February 25, 2022 - 10:41am

Right now, somewhere in Ukraine, there is a twenty-something social media manager who, amid all the wreckage and carnage, is being instructed by a content strategist to create shareable content on the country’s national Twitter account.

In a clear bid to appeal to young and western users, Ukraine’s official account has pumped out tweets like: “Tag @Russia and tell them what you think about them, “STOP SAYING UKRAINE CRISIS: THERE IS NO CRISIS. THERE IS A BAD NEIGHBOR (replete with a Simpsons meme),” and an appeal to Twitter to remove Russia from the platform.

Why — at the height of war — are we seeing these English-language memes and pleas to cyberbully Russia? Some people have suggested that there’s a Ukraine-native social media platform that people are using for more serious matters, and that the official Ukrainian Twitter account isn’t directed towards Ukrainians at all. They’re trying to grab American attention by using Twitter — and it’s working. After all, what was the story behind the sudden influx of photos of beautiful Ukrainian women holding guns not a month ago? Clearly, there is an agenda here.
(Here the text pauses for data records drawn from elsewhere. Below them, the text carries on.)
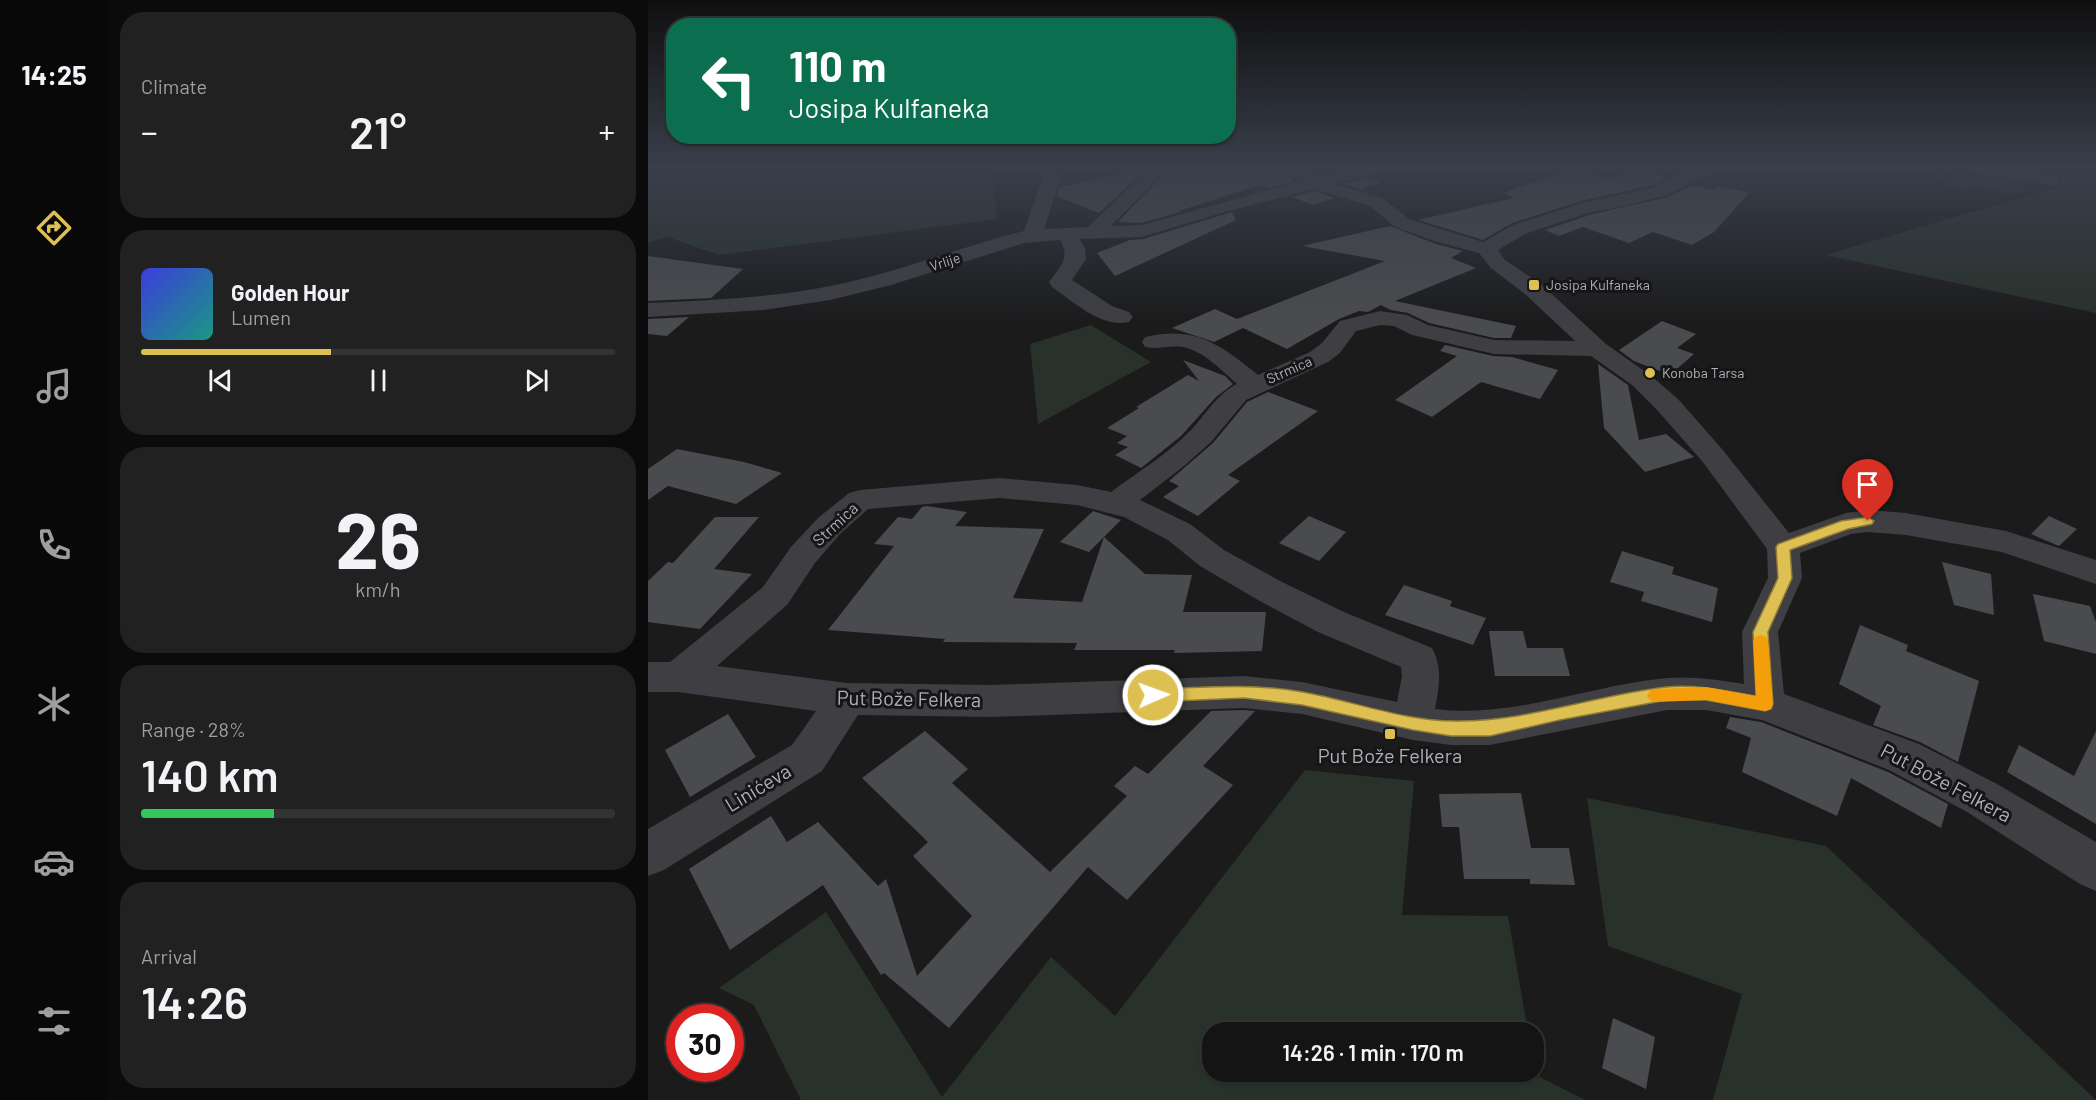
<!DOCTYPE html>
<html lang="en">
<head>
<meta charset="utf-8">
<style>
  body { margin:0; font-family:Barlow,sans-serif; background:#212122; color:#f1f3f6; height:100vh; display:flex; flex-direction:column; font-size:22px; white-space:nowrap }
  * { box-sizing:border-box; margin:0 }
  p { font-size:20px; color:#9d9ea0 }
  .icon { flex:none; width:33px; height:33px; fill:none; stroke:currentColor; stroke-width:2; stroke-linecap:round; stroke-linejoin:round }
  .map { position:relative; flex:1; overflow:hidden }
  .drawer { display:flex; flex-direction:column; gap:12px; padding:12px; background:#0b0b0c; width:540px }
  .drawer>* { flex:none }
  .hud { position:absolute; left:18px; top:18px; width:570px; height:126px; border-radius:24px; box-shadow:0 2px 4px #0004,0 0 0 2px #333334; background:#0b6e4f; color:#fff; overflow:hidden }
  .speed { position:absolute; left:18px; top:1004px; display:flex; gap:12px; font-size:30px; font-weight:700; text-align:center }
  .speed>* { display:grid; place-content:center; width:78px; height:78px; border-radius:50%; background:#141415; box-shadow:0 2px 4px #0004,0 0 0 2px #333334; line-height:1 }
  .speed .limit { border:9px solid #d22; background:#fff; color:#111 }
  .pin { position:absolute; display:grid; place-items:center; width:51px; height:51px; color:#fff; margin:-62px -26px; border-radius:50% 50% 50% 0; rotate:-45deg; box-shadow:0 0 6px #0007 }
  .pin .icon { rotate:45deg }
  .me { position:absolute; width:66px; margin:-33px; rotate:88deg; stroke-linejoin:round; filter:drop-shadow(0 0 4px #0008) }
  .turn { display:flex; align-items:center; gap:21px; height:126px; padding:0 24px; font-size:27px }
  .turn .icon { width:78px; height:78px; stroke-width:2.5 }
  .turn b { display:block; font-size:42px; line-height:51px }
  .big { font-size:45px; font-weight:600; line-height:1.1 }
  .drawer .card { flex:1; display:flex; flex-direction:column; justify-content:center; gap:9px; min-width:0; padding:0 21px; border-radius:24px; background:#212122 }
  .drawer .dial { align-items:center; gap:0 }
  .dial b { font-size:78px; line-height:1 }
  .song { display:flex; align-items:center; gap:18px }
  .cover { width:72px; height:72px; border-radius:9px; background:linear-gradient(135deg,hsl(240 70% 55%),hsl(170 70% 35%)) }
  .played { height:6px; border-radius:3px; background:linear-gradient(90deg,#debf51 40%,#333334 40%) }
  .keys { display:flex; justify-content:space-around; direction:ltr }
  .heat { display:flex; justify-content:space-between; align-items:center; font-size:33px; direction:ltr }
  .charge { height:9px; border-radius:4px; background:linear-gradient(90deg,#34c759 28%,#333334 0) }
  .trip { position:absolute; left:554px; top:1022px; width:342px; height:60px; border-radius:24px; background:#141415; box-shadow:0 2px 4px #0004,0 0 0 2px #333334; font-weight:600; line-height:60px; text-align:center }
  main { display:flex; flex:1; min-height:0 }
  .tab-bar { display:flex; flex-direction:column; width:108px; justify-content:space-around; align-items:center; background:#080808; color:#9d9ea0 }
  .tab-bar .icon { width:42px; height:42px }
  .tab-bar .selected { color:#debf51 }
  .tab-bar b { font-size:27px; color:#f1f3f6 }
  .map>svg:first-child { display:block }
  .green { fill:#29312b }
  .building { fill:#4a4b4e }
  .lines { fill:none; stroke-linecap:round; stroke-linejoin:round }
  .minor { fill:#3e3e43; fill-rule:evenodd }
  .route { fill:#debf51; stroke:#907c35; stroke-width:1.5 }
  .slow { fill:#f59e0b }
  .poi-dot { fill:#debf51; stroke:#161617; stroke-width:2 }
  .labels { text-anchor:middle; stroke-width:6; stroke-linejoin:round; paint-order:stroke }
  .far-street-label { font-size:14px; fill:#afb1ba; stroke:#161617 }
  .far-poi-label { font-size:14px; fill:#afb1ba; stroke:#161617; text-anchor:start }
  .street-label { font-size:16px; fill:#afb1ba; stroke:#161617 }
  .near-street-label { font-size:20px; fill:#afb1ba; stroke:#161617 }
  .near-poi-label { font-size:20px; fill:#afb1ba; stroke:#161617 }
</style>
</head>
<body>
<main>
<nav class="tab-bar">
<b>14:25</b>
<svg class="icon selected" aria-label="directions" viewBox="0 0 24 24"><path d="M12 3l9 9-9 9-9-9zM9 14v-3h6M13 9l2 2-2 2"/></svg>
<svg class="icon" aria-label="music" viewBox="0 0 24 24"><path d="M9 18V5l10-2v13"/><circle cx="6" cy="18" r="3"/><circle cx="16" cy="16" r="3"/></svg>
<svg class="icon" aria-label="phone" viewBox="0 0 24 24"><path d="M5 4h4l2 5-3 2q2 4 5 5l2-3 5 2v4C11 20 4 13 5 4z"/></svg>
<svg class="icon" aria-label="climate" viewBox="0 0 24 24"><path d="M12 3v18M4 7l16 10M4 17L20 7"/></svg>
<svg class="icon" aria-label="car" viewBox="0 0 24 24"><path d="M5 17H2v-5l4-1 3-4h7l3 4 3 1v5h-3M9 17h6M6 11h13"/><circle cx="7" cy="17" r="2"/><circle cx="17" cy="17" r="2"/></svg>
<svg class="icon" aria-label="filters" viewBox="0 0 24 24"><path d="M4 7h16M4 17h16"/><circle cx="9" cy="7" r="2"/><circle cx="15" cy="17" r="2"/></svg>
</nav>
<section class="drawer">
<div class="card"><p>Climate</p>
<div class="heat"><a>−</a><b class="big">21°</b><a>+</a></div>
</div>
<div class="card">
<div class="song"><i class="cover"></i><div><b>Golden Hour</b><p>Lumen</p></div></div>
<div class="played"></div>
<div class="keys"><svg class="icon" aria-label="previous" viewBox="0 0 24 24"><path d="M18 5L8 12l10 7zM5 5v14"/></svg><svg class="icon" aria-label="pause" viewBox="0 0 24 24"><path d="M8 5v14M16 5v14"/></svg><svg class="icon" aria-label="next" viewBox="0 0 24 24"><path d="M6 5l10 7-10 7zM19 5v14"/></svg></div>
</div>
<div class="card dial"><b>26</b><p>km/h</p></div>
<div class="card"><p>Range · 28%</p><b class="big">140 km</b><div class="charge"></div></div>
<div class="card"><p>Arrival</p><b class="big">14:26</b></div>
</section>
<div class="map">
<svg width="1448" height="1100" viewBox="0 0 1448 1100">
  <rect width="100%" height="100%" fill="#1b1b1c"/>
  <!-- green -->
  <g class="green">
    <path d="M 0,167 L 344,167 L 349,219 L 71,255 L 20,237 L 0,242 Z"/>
    <path d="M 1416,167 L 1448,167 L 1448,313 L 1177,255 L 1410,187 Z"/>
    <path d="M 1311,173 L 1364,180 L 1377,190 L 1375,192 L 1360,193 L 1326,186 L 1326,188 L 1312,189 L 1297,183 L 1300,179 L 1290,178 L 1293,174 L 1306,178 L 1305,174 Z"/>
    <path d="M 443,325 L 503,362 L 390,424 L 382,344 Z"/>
    <path d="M 657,770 L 766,781 L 754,915 L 860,916 L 880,1032 L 564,1032 L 564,1071 L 885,1071 L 885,1061 L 888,1075 L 937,1100 L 153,1100 L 106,1005 L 71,988 L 178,912 L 294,1097 L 403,957 L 467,1016 Z"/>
    <path d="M 939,798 L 1178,846 L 1448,1100 L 1065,1100 L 1094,994 L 960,946 Z"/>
  </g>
  <!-- building -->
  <g class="building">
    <path d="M 523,167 L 629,167 L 647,181 L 621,188 L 611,185 L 531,211 L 533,212 L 493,223 L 470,222 Z"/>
    <path d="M 499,168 L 451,213 L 409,196 L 412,187 Z"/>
    <path d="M 928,168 L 962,179 L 985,168 L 1020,178 L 1006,185 L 933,201 L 864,223 L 835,240 L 770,220 L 866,198 L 855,193 Z"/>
    <path d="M 720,178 L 734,182 L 713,189 L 695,184 Z"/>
    <path d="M 1045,185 L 1066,190 L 1071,186 L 1101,193 L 1066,232 L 1044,245 L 1005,232 L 981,243 L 935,227 L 911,236 L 897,230 L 945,214 L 1020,197 Z"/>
    <path d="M 666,191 L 687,198 L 665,205 L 644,197 Z"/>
    <path d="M 584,212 L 588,220 L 467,276 L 449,253 L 482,240 L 495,239 Z"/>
    <path d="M 742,226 L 788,244 L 815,251 L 803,258 L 828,268 L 747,301 L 868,326 L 863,338 L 846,338 L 781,323 L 760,313 L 743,310 L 733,305 L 720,312 L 711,311 L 691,319 L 639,349 L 595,328 L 566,342 L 524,328 L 567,309 L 589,319 L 737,261 L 654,246 Z"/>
    <path d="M 0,256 L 95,269 L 63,298 L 0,301 Z"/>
    <path d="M 41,317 L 19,336 L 0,334 L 0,319 Z"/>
    <path d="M 1014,321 L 1048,334 L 1029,348 L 1046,354 L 1022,375 L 986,361 L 971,350 Z"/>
    <path d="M 797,345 L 845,356 L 864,357 L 910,370 L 892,399 L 833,382 L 784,417 L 747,400 L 809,356 L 792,351 Z"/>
    <path d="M 535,360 L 577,376 L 585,384 L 568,397 L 533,436 L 493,468 L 467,455 L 480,447 L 469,443 L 479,436 L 459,428 L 491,408 L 488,407 L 540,375 L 551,381 Z"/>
    <path d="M 950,364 L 980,385 L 991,440 L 1018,434 L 1046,457 L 997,472 L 956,428 Z"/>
    <path d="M 620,392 L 670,411 L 580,475 L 592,481 L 550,516 L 515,497 L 531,486 L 521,481 L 565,443 L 599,402 Z"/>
    <path d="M 29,449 L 96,462 L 134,473 L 88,504 L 20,486 L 0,500 L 0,469 Z"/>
    <path d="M 278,506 L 319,512 L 307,526 L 396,529 L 365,598 L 434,602 L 456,537 L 497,574 L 544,575 L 535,612 L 618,612 L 614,651 L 526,653 L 527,650 L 426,650 L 429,643 L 295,642 L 297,639 L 180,630 L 246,546 L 226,544 L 250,517 L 264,519 L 274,507 Z"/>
    <path d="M 445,511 L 473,520 L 441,552 L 412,542 Z"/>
    <path d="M 661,516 L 698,532 L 671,561 L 631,543 Z"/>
    <path d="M 1401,516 L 1429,529 L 1411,546 L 1383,534 Z"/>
    <path d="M 67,517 L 111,517 L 66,569 L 104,574 L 52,629 L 0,622 L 0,581 L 20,562 L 25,563 Z"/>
    <path d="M 974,551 L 1026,567 L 1024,574 L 1070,588 L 1064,622 L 993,601 L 996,592 L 962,582 Z"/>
    <path d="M 1294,562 L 1343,574 L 1346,615 L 1306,605 Z"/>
    <path d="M 756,585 L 804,601 L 802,606 L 838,618 L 825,645 L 737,615 Z"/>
    <path d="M 1385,594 L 1442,606 L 1448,622 L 1448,654 L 1396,641 Z"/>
    <path d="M 1212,625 L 1260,645 L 1258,651 L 1331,681 L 1310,762 L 1272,742 L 1225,725 L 1233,706 L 1191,684 Z"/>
    <path d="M 841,631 L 875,631 L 879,648 L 915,648 L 922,676 L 847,676 Z"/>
    <path d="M 596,710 L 607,711 L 555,766 L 585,785 L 479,900 L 440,867 L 301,1028 L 236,973 L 233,975 L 175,885 L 82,950 L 41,869 L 123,816 L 139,842 L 170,822 L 230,886 L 238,879 L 269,976 L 324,916 L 265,856 L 280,842 L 214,778 L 277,731 L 320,769 L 304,783 L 402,872 L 479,796 L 466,786 L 487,766 L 500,774 L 563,711 Z"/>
    <path d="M 80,714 L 108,757 L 42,797 L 17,750 Z"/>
    <path d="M 1082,717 L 1113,722 L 1240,772 L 1300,804 L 1293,828 L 1203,778 L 1189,816 L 1094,772 L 1103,738 L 1078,728 Z"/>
    <path d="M 1448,731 L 1448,824 L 1359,772 L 1371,745 L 1426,776 Z"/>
    <path d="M 873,793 L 883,848 L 921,848 L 927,885 L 882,884 L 882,879 L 816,879 L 811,827 L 794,827 L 791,794 Z"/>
    <path d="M 965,1018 L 1007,1037 L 998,1089 L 954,1068 Z"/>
  </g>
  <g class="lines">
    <!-- minor -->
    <g class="minor">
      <path d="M 393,167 L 409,167 L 412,179 L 396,229 L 440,227 L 503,167 L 521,167 L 463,226 L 493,225 L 652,182 L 631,167 L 651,167 L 669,177 L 710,167 L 739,167 L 737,171 L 686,184 L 734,198 L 761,219 L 835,242 L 865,225 L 934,203 L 1007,187 L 1047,167 L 1069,167 L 1067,171 L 1019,195 L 972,207 L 944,212 L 879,233 L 850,250 L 857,260 L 893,284 L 958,344 L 1002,375 L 1030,399 L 1074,449 L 1141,533 L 1198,513 L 1220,510 L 1258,513 L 1358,531 L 1448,560 L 1448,584 L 1354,552 L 1258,535 L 1220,532 L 1203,534 L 1152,553 L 1154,578 L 1130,632 L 1136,694 L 1271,744 L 1349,784 L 1448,842 L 1448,891 L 1432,884 L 1319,812 L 1241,770 L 1114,720 L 1058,710 L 1019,710 L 842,745 L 803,745 L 765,740 L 654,714 L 596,708 L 344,717 L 210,715 L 174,771 L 16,870 L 0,876 L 0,829 L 144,745 L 168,711 L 30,692 L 0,692 L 0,662 L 22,662 L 115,587 L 143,547 L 170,518 L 201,493 L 212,490 L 352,478 L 429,485 L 463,492 C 490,472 520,454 544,429 C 558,414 570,393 589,384 C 574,371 556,351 535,347 C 522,345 510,350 497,347 L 494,342 L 497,337 C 547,325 573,345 610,375 L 662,352 L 674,343 L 692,321 L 732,311 L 759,315 L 780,325 L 846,340 L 927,341 L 877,294 L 843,268 L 831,253 L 789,242 L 747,227 L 722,206 L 666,189 L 577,212 L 494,237 L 431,239 L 437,248 L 438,259 L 424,280 L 464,306 L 481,312 L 485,317 L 481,322 C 454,329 425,301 404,287 L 401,282 C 412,267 423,258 412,240 L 376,243 L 243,285 L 182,300 L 116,310 L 0,317 L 0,303 C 61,300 122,298 182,286 C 248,273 311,247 376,231 L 394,179 ZM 732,325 L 746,326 L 764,335 L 846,354 L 943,356 L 984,385 L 1010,411 L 1054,461 L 1119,549 L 1120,578 L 1094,632 L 1096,684 C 1071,680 1045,676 1019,678 C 942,685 865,719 787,709 C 791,687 795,669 784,648 L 696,612 L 634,582 L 576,550 L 542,524 L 492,500 L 536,466 L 563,442 L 598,400 L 680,362 L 692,353 L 708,331 ZM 352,498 L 429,505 L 476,517 L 520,540 L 552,566 L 610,600 L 670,632 L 753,667 L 754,676 L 749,702 L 654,682 L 596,676 L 344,685 L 199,683 L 69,666 L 139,605 L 167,563 L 192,534 L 220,509 Z"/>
      <path d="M 1312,167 L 1354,167 L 1403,175 L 1409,176 L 1412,180 L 1409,184 L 1403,185 L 1320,172 Z"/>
    </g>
  </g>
  <!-- sky -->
  <linearGradient id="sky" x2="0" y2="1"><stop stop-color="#0f0f0f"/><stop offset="0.52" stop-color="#393f4b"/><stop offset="1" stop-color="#393f4b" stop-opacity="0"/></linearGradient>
  <rect width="1448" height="321" fill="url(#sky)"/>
  <!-- route -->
  <path class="route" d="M 1220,517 L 1226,521 L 1224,524 L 1200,529 L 1142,550 L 1144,578 L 1120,632 L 1125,704 L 1123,709 L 1117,711 L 1058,700 L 1019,700 L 912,720 L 842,736 L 803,736 L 765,730 L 654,705 L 596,698 L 505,702 L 499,700 L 497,695 L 499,691 L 505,689 C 556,687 605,683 655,692 C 705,701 756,721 807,721 C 878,722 948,695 1018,687 C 1049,684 1079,691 1108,696 L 1105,632 L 1130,578 L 1128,547 L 1130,544 L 1193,521 Z"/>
  <!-- slow -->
  <path class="slow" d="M 1113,635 L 1118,637 L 1120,641 L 1125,704 L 1123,709 L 1117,711 L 1058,700 L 1007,702 L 1002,700 L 999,696 L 1002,691 L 1007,689 L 1058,687 L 1108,696 L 1105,641 L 1107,637 Z"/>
  <!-- markers -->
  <g class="poi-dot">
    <rect x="880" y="279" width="12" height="12" rx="3"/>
    <circle cx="1002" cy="373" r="6"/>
    <rect x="736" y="728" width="12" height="12" rx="3"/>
  </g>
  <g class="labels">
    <!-- far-street labels -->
    <g class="far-street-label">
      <text transform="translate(297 262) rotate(-18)" y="5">Vrlije</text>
      <text transform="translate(641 370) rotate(-24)" y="5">Strmica</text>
    </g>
    <!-- far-poi labels -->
    <g class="far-poi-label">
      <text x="898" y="290">Josipa Kulfaneka</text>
      <text x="1014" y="378">Konoba Tarsa</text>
    </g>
    <!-- street labels -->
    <g class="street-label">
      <text transform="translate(187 524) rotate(-43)" y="6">Strmica</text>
    </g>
    <!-- near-street labels -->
    <g class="near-street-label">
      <text transform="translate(261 699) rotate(1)" y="7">Put Bože Felkera</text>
      <text transform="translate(1298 783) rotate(28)" y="7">Put Bože Felkera</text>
      <text transform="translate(110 788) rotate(-31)" y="7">Linićeva</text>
    </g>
    <!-- near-poi labels -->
    <g class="near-poi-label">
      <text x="742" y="763">Put Bože Felkera</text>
    </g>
  </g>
</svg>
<div class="speed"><div class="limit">30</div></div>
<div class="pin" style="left:1220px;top:521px;background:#d93025"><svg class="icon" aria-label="arrive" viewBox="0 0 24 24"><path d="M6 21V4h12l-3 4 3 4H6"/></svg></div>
<svg class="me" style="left:505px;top:695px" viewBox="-20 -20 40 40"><circle r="17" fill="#debf51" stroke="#fff" stroke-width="3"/><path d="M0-11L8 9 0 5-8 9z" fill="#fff"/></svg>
<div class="trip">14:26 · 1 min · 170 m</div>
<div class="hud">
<div class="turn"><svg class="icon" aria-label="left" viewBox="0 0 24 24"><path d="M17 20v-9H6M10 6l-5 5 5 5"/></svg><div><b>110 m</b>Josipa Kulfaneka</div></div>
</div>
</div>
</main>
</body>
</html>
Attempting to appeal to Americans is quite understandable. The US has, after all, the largest and most powerful military in the world. But what is strange is how Ukraine’s social media tactics are coming from the same playbook that brands have been using on social media since 2013, starting with Denny’s infamous Tumblr account. The playbook that instructs corporations to act like people, not companies.

Rarely do these corporations succeed, with examples running all the way from Netflix to Wendy’s to Twitter itself. Sometimes, brands will even engage in conversations with one another, as though they’re all a bunch of friends shooting the breeze online. But what companies — and the Ukrainian Twitter account — have realised is that the best way to gain clout online is to do so from the vantage point of a person. In other words, they want to sound more human.

One question remains though, and that’s why these attempts at digital personhood always seem so ham-fisted. I have one theory. I’ve worked in marketing for most of my adult life, and if there is anything I’ve learned it’s that content is rarely bad on purpose. That’s a comforting lie we tell ourselves to bat away the truth: companies and brands are that out of touch. Bad content happens because, in pursuit of virality, it becomes artificial. Usually, the process will go something like: a content strategist spots and forwards a popular meme to the social media manager, who will make it ‘brand-appropriate’ before sending it off for approval two weeks later (at which point, further edits take place to ‘better fit the brand guidelines’).